++++ Listed entries ++++

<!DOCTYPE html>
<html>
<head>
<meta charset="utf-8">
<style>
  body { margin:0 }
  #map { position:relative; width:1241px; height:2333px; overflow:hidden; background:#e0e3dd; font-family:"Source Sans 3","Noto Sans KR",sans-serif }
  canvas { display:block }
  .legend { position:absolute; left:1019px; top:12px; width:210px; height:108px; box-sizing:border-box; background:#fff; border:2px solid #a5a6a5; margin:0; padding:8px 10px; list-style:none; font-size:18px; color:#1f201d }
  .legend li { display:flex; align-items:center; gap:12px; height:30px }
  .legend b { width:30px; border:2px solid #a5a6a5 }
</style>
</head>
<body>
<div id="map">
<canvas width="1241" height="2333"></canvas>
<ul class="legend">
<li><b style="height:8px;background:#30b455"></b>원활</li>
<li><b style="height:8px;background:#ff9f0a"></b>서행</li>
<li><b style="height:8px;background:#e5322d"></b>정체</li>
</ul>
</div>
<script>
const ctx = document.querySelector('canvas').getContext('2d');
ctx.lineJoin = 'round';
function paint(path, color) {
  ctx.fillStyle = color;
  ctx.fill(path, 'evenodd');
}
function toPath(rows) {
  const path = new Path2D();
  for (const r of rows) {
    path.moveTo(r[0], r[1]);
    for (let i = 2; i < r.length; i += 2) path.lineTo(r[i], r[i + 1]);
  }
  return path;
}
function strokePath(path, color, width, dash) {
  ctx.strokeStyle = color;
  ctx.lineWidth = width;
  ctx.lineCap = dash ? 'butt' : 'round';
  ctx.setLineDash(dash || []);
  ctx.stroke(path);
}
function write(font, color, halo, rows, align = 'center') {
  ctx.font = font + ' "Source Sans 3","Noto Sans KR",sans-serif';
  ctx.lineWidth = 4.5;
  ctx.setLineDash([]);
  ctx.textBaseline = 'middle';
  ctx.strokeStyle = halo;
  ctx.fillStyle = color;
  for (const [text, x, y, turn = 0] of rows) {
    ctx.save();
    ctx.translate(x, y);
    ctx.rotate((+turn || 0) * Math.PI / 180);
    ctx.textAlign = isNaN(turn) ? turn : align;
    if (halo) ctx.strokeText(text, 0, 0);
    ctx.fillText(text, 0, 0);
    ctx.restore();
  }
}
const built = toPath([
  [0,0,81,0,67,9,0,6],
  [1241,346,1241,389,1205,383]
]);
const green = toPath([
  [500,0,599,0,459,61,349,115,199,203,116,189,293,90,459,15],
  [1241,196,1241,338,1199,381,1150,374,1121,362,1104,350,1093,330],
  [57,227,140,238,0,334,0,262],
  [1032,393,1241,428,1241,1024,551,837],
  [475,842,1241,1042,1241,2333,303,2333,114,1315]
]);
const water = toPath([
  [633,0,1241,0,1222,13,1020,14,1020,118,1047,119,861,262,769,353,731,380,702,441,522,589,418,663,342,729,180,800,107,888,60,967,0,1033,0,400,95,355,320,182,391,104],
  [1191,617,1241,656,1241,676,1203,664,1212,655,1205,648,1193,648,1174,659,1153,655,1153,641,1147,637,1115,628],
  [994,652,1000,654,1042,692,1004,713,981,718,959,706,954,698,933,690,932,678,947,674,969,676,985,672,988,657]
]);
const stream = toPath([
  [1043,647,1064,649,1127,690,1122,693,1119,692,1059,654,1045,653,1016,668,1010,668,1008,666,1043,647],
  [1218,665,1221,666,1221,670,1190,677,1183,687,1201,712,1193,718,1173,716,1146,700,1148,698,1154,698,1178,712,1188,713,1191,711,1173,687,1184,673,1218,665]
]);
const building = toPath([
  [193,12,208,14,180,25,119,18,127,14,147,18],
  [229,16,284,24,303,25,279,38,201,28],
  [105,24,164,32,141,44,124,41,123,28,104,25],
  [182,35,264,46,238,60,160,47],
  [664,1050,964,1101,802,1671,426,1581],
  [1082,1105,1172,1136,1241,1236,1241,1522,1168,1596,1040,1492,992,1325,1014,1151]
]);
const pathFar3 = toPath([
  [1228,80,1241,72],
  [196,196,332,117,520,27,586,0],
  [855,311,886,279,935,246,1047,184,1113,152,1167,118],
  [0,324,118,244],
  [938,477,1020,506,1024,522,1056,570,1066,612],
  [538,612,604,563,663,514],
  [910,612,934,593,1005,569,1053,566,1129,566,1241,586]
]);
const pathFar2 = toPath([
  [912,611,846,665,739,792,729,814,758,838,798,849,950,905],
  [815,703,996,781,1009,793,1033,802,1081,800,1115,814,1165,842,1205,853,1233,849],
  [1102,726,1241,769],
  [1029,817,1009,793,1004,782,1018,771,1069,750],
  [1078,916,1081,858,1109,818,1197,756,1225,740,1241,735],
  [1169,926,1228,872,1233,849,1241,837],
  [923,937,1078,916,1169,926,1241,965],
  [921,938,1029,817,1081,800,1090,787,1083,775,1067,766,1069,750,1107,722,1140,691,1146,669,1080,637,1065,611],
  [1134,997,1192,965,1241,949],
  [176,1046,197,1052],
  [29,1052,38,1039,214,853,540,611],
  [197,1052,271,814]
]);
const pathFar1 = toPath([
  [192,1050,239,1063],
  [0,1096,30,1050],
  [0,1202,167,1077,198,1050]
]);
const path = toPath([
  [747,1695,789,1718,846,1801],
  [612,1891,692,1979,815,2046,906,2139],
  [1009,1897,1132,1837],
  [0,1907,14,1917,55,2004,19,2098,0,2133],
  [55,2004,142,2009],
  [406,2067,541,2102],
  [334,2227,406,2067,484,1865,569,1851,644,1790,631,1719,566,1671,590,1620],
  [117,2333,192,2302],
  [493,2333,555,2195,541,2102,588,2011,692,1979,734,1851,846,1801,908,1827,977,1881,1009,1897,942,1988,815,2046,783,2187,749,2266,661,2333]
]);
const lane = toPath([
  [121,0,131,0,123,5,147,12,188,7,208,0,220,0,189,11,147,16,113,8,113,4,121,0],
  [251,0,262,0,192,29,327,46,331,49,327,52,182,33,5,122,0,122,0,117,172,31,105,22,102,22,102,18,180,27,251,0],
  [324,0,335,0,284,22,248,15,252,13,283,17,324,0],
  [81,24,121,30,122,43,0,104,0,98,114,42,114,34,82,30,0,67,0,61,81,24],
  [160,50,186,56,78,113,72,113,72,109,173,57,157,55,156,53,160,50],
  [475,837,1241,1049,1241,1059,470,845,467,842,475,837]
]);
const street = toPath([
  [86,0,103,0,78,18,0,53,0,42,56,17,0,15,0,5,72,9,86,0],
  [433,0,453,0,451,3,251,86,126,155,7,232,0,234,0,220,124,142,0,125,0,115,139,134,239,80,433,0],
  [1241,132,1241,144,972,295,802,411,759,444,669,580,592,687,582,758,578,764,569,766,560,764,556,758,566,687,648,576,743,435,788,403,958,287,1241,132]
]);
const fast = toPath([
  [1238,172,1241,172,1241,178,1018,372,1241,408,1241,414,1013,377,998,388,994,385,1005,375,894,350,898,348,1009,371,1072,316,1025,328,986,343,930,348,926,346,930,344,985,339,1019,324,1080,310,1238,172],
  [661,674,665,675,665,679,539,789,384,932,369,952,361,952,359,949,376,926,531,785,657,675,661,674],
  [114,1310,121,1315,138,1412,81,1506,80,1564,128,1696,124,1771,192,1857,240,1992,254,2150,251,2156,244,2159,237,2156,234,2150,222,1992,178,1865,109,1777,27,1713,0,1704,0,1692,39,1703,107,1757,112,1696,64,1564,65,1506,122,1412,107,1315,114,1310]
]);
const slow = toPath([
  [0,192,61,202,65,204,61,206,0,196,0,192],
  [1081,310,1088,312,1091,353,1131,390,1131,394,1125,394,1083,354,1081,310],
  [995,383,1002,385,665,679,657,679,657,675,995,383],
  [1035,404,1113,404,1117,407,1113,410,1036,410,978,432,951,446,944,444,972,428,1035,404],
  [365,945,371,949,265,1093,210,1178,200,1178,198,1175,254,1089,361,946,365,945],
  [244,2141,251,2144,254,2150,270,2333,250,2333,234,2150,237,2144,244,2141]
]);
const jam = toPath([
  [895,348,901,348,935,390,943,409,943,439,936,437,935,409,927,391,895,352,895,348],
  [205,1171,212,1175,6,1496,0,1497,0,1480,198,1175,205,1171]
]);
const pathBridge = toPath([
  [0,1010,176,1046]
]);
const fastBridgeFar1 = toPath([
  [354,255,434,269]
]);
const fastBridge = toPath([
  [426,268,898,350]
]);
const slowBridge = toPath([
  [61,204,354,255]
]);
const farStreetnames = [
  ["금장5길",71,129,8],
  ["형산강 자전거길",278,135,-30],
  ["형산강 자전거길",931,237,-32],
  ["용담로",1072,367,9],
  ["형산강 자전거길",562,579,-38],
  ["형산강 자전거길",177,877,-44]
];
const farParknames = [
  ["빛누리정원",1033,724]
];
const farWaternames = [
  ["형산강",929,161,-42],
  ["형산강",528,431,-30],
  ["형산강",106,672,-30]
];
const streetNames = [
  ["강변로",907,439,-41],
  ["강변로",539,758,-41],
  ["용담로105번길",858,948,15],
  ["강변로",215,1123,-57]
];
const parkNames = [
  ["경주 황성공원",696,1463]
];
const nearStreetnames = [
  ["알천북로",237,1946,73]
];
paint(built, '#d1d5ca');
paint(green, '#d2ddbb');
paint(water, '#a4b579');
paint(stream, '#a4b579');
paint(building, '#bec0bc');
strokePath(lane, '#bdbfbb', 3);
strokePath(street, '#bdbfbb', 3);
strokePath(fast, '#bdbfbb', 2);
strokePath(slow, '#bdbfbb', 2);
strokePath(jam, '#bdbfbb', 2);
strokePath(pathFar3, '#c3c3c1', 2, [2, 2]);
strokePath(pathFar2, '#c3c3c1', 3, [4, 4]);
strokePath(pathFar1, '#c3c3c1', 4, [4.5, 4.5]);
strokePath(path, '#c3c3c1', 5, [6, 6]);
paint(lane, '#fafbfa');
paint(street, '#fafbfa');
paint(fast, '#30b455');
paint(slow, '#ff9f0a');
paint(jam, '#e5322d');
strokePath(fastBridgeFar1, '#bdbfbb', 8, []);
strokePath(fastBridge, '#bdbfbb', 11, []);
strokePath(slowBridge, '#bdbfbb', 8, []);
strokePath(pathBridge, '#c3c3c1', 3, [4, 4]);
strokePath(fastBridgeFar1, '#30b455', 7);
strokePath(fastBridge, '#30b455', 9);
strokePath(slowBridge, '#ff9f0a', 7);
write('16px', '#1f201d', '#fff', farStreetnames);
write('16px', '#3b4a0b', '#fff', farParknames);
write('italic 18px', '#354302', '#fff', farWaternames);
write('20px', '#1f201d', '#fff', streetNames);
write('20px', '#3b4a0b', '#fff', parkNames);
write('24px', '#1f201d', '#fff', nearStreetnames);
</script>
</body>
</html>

++++

◆ **Your assignment**
In the entries above, count the lines that contain the string "lineWidth" and reply with the number only.

◆ **Response for this exercise**
2